(Saved entries)
────────────────────────────────────────

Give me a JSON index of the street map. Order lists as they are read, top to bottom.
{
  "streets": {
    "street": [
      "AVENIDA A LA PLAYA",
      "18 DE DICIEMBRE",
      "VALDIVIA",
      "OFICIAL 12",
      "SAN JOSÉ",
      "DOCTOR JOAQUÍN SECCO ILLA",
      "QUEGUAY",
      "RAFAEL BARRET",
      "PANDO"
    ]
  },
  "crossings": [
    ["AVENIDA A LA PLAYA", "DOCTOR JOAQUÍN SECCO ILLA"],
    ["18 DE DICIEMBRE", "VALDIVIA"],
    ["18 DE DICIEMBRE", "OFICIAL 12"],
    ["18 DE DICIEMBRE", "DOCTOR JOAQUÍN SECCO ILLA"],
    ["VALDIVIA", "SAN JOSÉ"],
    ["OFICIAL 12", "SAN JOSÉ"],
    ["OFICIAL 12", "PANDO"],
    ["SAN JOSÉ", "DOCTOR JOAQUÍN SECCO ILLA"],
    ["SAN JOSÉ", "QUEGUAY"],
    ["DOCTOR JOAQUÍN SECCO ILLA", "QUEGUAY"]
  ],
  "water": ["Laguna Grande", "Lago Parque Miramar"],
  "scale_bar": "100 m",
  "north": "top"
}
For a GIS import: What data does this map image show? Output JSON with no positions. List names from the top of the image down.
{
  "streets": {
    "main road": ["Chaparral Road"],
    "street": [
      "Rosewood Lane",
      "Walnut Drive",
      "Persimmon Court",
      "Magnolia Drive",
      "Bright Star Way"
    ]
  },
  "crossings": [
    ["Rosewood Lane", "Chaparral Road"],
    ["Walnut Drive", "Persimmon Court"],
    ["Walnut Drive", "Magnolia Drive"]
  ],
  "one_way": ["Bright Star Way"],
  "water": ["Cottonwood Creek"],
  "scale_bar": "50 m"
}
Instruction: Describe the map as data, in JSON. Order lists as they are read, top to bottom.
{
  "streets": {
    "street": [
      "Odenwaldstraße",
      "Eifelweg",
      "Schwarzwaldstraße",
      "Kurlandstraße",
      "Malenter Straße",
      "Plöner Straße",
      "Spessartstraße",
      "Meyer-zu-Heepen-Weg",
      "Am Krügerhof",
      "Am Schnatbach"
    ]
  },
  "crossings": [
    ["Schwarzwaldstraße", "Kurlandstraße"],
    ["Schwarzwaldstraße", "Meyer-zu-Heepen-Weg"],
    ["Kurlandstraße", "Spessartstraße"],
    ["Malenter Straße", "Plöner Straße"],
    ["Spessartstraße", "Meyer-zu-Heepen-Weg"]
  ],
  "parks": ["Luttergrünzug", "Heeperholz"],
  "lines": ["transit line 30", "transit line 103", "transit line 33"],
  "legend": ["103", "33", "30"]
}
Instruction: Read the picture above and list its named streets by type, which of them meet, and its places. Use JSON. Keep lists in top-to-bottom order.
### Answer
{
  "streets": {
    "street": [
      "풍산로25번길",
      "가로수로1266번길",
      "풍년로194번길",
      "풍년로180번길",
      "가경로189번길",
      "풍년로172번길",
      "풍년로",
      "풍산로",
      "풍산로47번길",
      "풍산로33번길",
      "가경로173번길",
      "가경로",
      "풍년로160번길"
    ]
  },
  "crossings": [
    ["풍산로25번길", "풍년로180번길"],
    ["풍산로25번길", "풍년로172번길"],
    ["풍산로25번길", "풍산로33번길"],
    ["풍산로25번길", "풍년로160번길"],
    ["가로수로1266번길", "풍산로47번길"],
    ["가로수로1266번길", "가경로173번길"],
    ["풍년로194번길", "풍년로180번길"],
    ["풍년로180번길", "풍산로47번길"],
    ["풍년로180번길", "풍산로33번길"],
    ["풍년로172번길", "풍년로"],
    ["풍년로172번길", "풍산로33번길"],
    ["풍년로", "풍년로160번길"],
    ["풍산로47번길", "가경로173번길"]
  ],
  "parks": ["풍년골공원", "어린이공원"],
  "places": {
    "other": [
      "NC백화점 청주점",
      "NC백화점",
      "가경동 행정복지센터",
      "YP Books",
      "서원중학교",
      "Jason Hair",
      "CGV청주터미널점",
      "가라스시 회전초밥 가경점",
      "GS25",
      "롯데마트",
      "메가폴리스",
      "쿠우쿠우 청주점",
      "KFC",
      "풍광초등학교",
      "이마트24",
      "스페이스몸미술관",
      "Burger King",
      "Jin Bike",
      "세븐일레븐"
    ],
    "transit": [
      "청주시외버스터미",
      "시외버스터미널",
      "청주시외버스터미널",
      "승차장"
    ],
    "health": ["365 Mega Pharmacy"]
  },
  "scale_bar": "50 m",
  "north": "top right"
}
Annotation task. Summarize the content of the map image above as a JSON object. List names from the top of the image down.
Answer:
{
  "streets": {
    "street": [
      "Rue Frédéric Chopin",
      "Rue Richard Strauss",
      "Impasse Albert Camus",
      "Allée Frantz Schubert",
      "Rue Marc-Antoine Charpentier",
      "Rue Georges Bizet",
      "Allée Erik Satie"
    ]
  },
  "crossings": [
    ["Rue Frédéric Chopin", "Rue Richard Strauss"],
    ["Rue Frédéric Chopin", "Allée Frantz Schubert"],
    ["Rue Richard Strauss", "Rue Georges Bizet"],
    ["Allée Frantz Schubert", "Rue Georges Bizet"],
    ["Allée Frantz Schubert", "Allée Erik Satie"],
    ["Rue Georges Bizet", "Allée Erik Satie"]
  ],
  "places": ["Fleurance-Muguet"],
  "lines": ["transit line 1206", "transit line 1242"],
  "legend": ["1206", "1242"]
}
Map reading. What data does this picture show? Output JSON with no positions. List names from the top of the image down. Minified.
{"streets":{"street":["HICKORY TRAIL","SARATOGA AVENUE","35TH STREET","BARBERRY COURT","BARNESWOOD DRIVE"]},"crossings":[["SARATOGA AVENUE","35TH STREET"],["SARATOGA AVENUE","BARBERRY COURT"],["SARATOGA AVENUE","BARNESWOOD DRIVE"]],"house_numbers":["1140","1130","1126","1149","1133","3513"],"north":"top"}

────────────────────────────────────────

What is being asked: Pull out all lines from the entries above that include the word "Schwarzwaldstraße".

Response to this exercise:
      "Schwarzwaldstraße",
    ["Schwarzwaldstraße", "Kurlandstraße"],
    ["Schwarzwaldstraße", "Meyer-zu-Heepen-Weg"],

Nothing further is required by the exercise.